====== DATA EXTRACT

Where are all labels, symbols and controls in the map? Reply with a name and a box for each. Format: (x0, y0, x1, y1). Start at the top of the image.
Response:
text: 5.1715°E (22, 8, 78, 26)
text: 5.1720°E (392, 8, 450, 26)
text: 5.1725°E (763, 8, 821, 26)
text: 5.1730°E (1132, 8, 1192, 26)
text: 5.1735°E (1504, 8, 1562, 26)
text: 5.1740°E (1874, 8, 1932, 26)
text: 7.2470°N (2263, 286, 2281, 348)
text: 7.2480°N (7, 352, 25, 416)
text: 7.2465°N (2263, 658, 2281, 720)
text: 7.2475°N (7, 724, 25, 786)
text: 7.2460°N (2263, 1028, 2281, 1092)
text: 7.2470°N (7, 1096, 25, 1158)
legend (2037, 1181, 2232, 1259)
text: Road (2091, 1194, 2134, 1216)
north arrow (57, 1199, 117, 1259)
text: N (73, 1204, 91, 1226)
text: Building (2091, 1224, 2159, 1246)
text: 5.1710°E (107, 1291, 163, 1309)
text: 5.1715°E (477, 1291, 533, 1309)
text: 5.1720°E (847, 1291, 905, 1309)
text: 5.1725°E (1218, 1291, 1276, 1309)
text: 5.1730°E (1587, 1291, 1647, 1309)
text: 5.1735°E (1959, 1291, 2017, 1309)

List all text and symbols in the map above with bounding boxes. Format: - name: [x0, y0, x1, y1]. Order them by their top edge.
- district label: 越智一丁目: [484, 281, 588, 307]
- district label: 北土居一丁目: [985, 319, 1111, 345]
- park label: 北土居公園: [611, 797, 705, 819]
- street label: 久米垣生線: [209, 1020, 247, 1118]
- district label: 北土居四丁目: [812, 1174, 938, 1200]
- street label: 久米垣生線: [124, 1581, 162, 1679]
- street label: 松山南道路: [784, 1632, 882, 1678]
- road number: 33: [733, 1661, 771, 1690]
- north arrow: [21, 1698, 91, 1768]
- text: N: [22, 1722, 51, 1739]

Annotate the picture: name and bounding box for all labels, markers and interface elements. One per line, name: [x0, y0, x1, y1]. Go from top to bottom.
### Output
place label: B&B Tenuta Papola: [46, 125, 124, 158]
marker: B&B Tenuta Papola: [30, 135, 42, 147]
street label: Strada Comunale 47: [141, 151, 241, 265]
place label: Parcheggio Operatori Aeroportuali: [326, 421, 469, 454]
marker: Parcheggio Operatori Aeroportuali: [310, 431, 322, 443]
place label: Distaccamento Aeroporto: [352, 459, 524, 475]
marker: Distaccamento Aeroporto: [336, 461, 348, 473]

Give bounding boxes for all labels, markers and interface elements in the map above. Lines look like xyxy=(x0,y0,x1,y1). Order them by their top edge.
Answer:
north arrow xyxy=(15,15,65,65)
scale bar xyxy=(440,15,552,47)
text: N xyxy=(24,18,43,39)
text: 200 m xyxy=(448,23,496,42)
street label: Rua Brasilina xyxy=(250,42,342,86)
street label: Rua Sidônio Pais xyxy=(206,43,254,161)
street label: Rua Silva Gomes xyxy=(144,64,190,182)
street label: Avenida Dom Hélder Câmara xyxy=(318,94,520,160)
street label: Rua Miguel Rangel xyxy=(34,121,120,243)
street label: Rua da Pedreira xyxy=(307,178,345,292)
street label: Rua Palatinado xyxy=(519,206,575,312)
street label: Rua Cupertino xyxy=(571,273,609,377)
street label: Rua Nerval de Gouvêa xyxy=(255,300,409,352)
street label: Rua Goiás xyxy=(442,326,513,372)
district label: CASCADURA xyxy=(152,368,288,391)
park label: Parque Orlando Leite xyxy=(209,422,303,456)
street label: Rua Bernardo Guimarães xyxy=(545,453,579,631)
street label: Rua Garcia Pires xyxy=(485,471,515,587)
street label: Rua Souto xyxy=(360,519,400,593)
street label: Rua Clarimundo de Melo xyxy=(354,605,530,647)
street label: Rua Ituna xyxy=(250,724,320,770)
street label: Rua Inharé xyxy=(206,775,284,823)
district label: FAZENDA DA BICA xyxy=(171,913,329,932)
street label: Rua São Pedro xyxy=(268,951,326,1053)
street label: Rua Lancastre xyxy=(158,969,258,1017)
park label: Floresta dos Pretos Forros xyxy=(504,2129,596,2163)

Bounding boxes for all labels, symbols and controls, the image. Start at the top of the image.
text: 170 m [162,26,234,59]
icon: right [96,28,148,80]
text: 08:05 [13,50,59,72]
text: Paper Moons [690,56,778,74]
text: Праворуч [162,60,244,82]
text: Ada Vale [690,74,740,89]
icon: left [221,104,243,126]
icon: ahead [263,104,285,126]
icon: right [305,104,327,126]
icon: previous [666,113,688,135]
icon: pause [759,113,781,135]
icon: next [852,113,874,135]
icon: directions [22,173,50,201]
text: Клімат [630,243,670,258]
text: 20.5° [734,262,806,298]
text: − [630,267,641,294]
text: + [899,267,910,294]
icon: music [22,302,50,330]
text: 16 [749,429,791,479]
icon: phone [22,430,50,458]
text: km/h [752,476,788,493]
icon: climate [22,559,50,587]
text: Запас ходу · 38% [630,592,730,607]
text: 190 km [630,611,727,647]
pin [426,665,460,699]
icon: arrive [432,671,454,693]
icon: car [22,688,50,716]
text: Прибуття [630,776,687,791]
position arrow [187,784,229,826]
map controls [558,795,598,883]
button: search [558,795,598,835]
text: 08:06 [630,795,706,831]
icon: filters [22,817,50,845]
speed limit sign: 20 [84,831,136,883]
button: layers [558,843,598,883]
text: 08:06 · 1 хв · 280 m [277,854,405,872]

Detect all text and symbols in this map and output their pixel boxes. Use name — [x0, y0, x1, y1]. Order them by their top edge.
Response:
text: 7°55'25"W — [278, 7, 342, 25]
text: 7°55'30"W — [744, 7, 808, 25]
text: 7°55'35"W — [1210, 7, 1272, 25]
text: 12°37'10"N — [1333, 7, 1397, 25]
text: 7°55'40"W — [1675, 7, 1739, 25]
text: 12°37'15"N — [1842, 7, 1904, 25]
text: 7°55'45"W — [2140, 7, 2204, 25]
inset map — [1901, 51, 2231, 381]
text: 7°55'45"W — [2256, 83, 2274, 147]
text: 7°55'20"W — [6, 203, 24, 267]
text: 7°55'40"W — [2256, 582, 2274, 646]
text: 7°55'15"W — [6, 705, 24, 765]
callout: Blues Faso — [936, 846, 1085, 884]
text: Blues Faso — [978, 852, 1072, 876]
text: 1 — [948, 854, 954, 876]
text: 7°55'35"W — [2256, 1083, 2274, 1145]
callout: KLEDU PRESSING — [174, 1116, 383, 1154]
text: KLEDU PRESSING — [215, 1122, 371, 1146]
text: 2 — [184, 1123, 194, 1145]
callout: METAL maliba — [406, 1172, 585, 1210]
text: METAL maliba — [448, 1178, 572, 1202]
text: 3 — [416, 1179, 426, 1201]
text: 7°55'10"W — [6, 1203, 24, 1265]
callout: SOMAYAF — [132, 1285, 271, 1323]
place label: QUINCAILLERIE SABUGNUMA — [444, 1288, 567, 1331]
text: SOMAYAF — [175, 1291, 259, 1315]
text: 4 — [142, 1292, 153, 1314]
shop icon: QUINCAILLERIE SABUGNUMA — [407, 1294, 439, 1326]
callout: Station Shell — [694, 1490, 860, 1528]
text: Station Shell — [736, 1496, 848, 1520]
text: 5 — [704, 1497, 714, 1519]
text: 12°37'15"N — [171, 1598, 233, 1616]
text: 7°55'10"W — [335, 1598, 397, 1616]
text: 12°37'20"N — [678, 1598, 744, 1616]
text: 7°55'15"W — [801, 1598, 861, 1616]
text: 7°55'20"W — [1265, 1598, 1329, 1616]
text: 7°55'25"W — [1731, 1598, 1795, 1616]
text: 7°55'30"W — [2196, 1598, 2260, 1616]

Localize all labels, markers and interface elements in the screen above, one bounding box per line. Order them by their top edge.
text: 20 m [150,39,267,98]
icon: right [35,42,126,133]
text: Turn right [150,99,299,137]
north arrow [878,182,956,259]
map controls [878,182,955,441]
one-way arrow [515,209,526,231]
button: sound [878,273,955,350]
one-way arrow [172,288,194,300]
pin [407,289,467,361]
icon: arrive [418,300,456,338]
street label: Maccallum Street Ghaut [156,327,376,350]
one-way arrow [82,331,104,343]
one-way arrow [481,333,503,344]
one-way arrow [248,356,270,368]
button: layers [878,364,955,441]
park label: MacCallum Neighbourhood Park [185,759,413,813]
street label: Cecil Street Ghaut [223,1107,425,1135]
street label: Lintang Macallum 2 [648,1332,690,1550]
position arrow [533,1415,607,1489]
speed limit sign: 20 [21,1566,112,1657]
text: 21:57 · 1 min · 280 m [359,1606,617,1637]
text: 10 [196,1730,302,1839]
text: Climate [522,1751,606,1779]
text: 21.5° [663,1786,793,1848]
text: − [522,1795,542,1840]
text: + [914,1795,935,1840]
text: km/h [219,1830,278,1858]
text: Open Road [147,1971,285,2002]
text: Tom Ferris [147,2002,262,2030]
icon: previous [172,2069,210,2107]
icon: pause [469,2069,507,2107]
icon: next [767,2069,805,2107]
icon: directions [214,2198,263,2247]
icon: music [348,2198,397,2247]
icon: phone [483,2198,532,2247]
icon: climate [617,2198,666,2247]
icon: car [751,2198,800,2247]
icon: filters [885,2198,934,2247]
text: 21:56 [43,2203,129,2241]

============

Every line above holding the string "QUINCAILLERIE" should be listed.

*TASK OUTPUT:*
place label: QUINCAILLERIE SABUGNUMA — [444, 1288, 567, 1331]
shop icon: QUINCAILLERIE SABUGNUMA — [407, 1294, 439, 1326]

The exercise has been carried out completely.